Thanks for your answers nonetheless, particularly #sleske, who made me analyse my code more deeply (which led to finding the answer).
There must be an error somewhere else. I wrote a test program:
#include <stdio.h>
#include <string.h>
void main(){
const char * s = "1.8*1d8+2.5";
size_t l = strcspn(s,"*x");
printf("l: %d\n", l);
}
and compiled it with gcc on Linux. On my system, it outputs "3".
Please post a complete, working example that exhibits the problem. Then we'll see...

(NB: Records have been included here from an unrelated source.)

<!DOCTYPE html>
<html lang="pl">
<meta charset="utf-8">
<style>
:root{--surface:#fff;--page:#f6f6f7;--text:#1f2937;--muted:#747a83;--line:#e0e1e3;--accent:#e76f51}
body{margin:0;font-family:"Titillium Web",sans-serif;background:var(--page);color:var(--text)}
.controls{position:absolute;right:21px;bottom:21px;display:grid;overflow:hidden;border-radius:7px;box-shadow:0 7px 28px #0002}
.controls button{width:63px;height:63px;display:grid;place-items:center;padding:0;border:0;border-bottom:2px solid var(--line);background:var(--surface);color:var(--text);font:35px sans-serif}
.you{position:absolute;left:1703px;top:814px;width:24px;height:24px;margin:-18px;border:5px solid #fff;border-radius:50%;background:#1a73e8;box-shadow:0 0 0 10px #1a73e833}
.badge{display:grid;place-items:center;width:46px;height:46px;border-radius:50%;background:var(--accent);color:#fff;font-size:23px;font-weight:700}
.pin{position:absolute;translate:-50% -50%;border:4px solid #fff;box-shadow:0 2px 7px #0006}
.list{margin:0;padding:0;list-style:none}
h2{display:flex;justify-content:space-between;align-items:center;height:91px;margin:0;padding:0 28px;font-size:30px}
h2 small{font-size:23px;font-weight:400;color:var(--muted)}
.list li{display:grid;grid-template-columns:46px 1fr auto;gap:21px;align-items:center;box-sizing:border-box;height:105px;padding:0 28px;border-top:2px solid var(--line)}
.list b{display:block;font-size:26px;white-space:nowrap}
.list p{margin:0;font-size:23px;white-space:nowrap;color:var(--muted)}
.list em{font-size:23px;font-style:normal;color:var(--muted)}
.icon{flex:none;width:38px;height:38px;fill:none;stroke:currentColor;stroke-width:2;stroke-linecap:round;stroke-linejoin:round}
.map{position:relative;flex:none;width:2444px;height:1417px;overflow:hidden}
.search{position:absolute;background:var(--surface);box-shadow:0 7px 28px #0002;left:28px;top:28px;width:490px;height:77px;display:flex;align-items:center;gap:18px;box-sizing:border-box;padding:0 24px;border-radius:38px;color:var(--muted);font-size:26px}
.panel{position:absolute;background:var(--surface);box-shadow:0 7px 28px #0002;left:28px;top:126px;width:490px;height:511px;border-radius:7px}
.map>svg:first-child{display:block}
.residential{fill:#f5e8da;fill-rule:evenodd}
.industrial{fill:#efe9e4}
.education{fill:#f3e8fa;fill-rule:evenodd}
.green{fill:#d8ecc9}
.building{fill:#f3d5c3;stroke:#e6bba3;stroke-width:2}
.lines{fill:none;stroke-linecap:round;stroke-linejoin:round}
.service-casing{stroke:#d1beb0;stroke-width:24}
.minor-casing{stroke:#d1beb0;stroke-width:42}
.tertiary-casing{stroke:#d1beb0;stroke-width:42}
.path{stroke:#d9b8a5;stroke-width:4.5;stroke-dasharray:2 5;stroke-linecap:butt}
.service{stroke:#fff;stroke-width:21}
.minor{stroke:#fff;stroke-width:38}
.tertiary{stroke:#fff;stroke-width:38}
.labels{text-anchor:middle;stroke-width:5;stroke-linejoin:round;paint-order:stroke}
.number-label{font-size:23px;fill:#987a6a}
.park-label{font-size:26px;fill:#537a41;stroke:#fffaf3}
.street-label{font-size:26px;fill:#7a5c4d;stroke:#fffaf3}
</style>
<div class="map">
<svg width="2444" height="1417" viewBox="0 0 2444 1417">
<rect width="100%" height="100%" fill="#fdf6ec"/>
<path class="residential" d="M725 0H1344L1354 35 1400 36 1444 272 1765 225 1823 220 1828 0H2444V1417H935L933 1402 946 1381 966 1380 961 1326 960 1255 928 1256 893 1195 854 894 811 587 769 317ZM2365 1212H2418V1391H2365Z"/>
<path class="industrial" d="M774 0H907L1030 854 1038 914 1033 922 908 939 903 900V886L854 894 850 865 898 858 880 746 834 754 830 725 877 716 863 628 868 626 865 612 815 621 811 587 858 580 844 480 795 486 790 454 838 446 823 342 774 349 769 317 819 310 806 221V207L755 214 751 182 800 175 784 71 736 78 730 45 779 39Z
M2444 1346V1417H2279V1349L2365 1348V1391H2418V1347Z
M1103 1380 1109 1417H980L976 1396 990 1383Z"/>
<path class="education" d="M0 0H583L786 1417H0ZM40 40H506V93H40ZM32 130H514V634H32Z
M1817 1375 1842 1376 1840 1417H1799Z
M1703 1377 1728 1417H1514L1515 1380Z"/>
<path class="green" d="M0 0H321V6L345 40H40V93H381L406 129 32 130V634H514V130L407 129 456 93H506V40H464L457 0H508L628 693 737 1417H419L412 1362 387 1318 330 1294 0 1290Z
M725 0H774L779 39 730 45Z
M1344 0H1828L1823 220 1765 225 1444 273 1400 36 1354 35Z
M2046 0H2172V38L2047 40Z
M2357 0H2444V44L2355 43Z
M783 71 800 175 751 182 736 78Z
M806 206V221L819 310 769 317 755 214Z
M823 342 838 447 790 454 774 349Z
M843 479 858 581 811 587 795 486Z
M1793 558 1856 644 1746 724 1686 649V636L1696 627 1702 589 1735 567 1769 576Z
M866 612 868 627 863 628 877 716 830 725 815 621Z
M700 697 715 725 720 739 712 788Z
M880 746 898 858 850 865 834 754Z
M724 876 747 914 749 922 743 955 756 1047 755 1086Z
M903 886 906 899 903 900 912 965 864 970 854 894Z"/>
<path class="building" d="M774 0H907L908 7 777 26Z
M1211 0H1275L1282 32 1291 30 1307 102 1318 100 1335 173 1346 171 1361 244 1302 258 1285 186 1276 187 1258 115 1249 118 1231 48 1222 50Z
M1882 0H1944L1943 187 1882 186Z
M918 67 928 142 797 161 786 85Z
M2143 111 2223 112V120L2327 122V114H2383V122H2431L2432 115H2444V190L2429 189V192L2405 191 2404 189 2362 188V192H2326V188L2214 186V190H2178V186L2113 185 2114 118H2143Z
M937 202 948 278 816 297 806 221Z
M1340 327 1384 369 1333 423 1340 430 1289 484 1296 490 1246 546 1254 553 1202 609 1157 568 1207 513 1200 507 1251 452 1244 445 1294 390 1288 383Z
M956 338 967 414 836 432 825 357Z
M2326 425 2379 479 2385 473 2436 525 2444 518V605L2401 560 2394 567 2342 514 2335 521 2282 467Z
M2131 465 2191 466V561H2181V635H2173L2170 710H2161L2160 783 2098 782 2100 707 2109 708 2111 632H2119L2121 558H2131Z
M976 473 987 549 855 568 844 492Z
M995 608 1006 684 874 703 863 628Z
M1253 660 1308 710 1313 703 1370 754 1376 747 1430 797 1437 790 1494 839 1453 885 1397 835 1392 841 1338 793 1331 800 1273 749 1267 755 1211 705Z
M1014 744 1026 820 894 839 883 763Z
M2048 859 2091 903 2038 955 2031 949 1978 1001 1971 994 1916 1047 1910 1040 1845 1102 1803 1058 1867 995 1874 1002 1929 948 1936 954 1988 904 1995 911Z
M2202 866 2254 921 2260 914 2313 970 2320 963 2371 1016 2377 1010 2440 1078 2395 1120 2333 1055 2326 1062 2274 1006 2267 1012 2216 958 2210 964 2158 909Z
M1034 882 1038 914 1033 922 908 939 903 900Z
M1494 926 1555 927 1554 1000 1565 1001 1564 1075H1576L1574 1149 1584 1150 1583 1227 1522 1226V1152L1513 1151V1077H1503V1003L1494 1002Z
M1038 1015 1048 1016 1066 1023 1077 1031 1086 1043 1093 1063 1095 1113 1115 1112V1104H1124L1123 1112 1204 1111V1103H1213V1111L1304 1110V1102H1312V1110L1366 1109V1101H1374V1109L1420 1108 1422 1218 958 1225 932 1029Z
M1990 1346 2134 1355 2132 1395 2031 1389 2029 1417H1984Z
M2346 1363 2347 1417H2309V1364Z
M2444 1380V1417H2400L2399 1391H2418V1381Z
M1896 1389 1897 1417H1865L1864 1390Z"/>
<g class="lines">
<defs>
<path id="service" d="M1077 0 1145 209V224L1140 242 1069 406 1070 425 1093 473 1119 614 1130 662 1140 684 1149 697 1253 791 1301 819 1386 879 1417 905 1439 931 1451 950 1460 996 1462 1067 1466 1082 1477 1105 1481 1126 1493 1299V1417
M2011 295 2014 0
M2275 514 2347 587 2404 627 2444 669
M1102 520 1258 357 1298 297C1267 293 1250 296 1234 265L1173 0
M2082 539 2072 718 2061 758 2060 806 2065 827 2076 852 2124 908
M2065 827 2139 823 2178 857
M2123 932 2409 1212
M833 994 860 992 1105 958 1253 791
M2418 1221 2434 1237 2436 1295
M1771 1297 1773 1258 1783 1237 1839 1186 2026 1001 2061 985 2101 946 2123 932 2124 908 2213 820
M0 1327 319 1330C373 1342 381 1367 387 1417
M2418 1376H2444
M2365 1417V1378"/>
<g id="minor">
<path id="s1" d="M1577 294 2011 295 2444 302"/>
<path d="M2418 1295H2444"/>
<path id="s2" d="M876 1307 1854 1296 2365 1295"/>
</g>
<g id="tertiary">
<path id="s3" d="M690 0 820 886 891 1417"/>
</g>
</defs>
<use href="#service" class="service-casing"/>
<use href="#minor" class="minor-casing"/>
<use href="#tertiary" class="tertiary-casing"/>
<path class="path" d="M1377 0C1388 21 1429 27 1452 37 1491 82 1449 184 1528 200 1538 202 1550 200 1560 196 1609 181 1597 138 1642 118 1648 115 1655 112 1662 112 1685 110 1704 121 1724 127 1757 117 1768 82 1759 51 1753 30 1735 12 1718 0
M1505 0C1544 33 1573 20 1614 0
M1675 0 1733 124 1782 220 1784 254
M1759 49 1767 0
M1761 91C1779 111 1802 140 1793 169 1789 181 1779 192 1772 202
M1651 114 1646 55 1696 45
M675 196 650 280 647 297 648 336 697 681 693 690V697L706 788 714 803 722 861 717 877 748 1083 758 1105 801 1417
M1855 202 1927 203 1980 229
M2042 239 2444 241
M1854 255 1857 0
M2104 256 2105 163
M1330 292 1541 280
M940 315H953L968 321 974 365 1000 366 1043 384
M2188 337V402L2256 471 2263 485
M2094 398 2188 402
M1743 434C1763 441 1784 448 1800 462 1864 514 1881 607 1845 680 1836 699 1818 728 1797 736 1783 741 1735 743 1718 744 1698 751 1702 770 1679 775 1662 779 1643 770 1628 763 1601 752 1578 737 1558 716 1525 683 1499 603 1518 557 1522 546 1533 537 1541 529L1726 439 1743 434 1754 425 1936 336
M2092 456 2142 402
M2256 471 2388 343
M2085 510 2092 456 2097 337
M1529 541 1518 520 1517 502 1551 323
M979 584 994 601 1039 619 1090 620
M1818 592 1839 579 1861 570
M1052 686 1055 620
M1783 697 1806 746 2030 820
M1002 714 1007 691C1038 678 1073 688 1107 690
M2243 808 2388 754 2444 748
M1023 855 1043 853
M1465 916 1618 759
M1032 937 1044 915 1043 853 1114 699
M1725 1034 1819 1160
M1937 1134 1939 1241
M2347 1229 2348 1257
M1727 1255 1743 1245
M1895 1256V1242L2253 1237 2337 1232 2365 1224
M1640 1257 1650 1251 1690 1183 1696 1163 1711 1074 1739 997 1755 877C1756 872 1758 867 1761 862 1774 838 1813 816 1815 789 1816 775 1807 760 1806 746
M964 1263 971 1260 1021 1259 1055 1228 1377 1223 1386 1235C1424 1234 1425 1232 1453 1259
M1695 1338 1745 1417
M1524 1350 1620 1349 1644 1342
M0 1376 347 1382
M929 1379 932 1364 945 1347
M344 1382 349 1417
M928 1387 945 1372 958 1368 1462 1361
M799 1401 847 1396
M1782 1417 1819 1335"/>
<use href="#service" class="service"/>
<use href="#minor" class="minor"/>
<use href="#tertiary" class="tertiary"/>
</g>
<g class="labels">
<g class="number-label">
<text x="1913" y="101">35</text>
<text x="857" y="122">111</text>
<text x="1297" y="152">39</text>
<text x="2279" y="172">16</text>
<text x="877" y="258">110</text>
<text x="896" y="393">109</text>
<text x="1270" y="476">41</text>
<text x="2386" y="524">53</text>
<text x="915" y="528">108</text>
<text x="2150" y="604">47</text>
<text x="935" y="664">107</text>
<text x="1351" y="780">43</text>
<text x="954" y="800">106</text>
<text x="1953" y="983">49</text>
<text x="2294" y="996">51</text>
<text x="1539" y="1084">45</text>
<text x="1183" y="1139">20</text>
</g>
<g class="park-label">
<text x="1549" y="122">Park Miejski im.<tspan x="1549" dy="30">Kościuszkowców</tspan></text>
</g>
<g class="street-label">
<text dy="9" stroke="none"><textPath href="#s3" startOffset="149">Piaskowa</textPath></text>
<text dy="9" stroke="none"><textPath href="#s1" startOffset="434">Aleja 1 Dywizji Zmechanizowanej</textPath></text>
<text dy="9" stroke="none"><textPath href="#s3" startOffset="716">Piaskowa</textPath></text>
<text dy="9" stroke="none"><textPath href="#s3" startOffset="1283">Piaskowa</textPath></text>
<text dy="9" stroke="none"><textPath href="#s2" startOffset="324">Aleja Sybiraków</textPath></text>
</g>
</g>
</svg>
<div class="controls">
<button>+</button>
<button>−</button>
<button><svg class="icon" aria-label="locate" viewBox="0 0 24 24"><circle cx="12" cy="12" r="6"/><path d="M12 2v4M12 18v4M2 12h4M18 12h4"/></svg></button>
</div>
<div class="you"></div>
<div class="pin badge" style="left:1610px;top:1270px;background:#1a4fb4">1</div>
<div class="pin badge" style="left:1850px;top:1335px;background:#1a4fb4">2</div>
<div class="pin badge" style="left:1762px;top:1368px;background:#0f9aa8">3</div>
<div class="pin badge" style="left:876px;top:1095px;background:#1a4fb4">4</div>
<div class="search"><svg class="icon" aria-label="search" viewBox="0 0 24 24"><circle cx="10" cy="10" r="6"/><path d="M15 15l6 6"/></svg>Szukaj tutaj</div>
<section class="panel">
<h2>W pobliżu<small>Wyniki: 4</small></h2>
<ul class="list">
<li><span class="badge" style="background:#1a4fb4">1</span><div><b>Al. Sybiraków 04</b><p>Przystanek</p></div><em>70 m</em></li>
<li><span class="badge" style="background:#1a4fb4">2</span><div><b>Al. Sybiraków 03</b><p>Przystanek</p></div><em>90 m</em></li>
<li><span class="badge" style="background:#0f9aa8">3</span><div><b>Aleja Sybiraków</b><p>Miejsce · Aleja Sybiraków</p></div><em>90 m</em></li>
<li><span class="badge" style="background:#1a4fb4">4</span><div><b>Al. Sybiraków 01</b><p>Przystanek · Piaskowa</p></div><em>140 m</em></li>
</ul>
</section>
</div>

Your code works just as you posted it for me1.
#include <stdio.h>
#include <string.h>
int main(void) {
const char * s = "1.8*1d8+2.5";
size_t l = strcspn(s,"*x");
printf("%zd (%.*s)\n", l, (int)l, s);
return 0;
}
so ross$ ./a.out
3 (1.8)
1. Mac OS X 10.6.4
I'd use sscanf instead of manually finding stop points and parsing myself. You can get your integers and floats easily out of the string with that.
This code:
#include <stdio.h>
#include <string.h>
int main(void)
{
const char * s = "1.8*1d8+2.5";
size_t l = strcspn(s,"*x");
printf("<<%s>> %zd <<%s>>\n", s, l, s+l);
return 0;
}
produces this answer on MacOS 10.6.4 (GCC 4.5.1):
<<1.8*1d8+2.5>> 3 <<*1d8+2.5>>
If your compiler and library does not produce the same answer, get a fixed/upgraded version of the software.
(NB: The 'z' modifier in the printf() format string is a C99 feature - it indicates that the type of the parameter is size_t.)